Grk3−/− mice were also tested for PPI, a murine model of sensorimotor gating deficits observed in schizophrenia patients [40]. Dependent on stimulus strength, Grk3−/− mice displayed disrupted PPI compared to wildtype mice without changes in startle magnitude (Fig. 1C,D). Although there was no outright effect of genotype on PPI, there was a significant interaction of genotype with the prepulse intensity showing an influence of genotype on response to the prepulse. Furthermore, Grk3−/− mice, although not showing elevated spontaneous locomotor activity (Supplementary Fig. 1), were more sensitive to the locomotor stimulatory effects of D-amphetamine (Fig. 1E,F), another rodent model relevant to psychosis [41, 42]. This is in line with a previous study reporting enhanced amphetamine-induced locomotor activity in Grk6−/− mice [43].

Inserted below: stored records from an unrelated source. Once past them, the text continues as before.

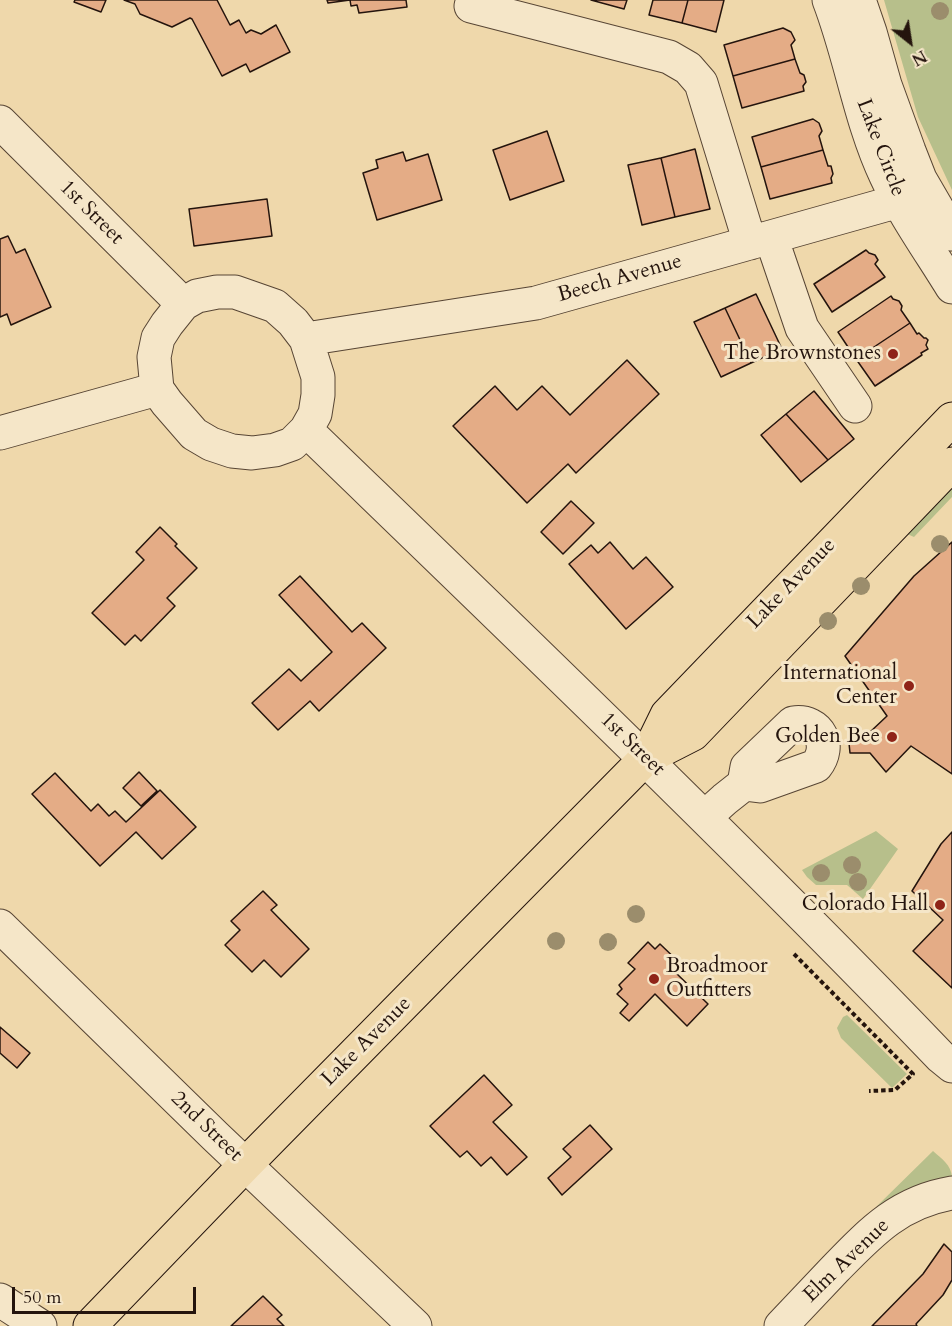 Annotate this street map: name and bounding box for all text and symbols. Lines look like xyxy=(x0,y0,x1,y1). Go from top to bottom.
north arrow xyxy=(880,12,940,72)
text: N xyxy=(907,45,931,71)
street label: Lake Circle xyxy=(850,96,910,200)
street label: 1st Street xyxy=(54,176,128,250)
street label: Beech Avenue xyxy=(555,249,685,309)
place label: The Brownstones xyxy=(723,341,881,367)
marker: The Brownstones xyxy=(886,347,900,361)
street label: Lake Avenue xyxy=(743,533,841,635)
place label: International Center xyxy=(783,661,897,711)
marker: International Center xyxy=(902,679,916,693)
street label: 1st Street xyxy=(594,708,670,782)
place label: Golden Bee xyxy=(775,724,880,750)
marker: Golden Bee xyxy=(885,730,899,744)
place label: Colorado Hall xyxy=(802,892,928,918)
marker: Colorado Hall xyxy=(933,898,947,912)
place label: Broadmoor Outfitters xyxy=(666,954,768,1004)
marker: Broadmoor Outfitters xyxy=(647,972,661,986)
street label: Lake Avenue xyxy=(317,992,417,1092)
street label: 2nd Street xyxy=(165,1087,247,1167)
street label: Elm Avenue xyxy=(799,1214,895,1308)
scale bar xyxy=(15,1275,200,1313)
text: 50 m xyxy=(23,1285,62,1310)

Dopamine neurotransmission
Previous studies show that GRK3 affects dopamine signaling in a phosphorylation independent manner [44]. Here we performed a series of biochemical and electrophysiological experiments to investigate dopamine-related aberrations. Microdialysis experiments in the striatum, an area chosen since administration of D-amphetamine enhanced locomotor activity in the Grk3−/− mice, showed that dopamine release in Grk3−/− mice following D-amphetamine administration, was markedly enhanced whereas baseline levels were similar as to wildtype mice (Fig. 1G). Such dopaminergic hyper-reactivity is suggested to reflect a decreased inhibition of midbrain dopamine firing by amphetamine [30]. In line with this, we observed a higher density of spontaneously active VTA dopamine cells in Grk3−/− mice (Fig. 1H). Moreover, the dopaminergic cells of Grk3−/− mice showed an increased firing (Fig. 1I), although burst firing activity was unaltered (Fig. 1J).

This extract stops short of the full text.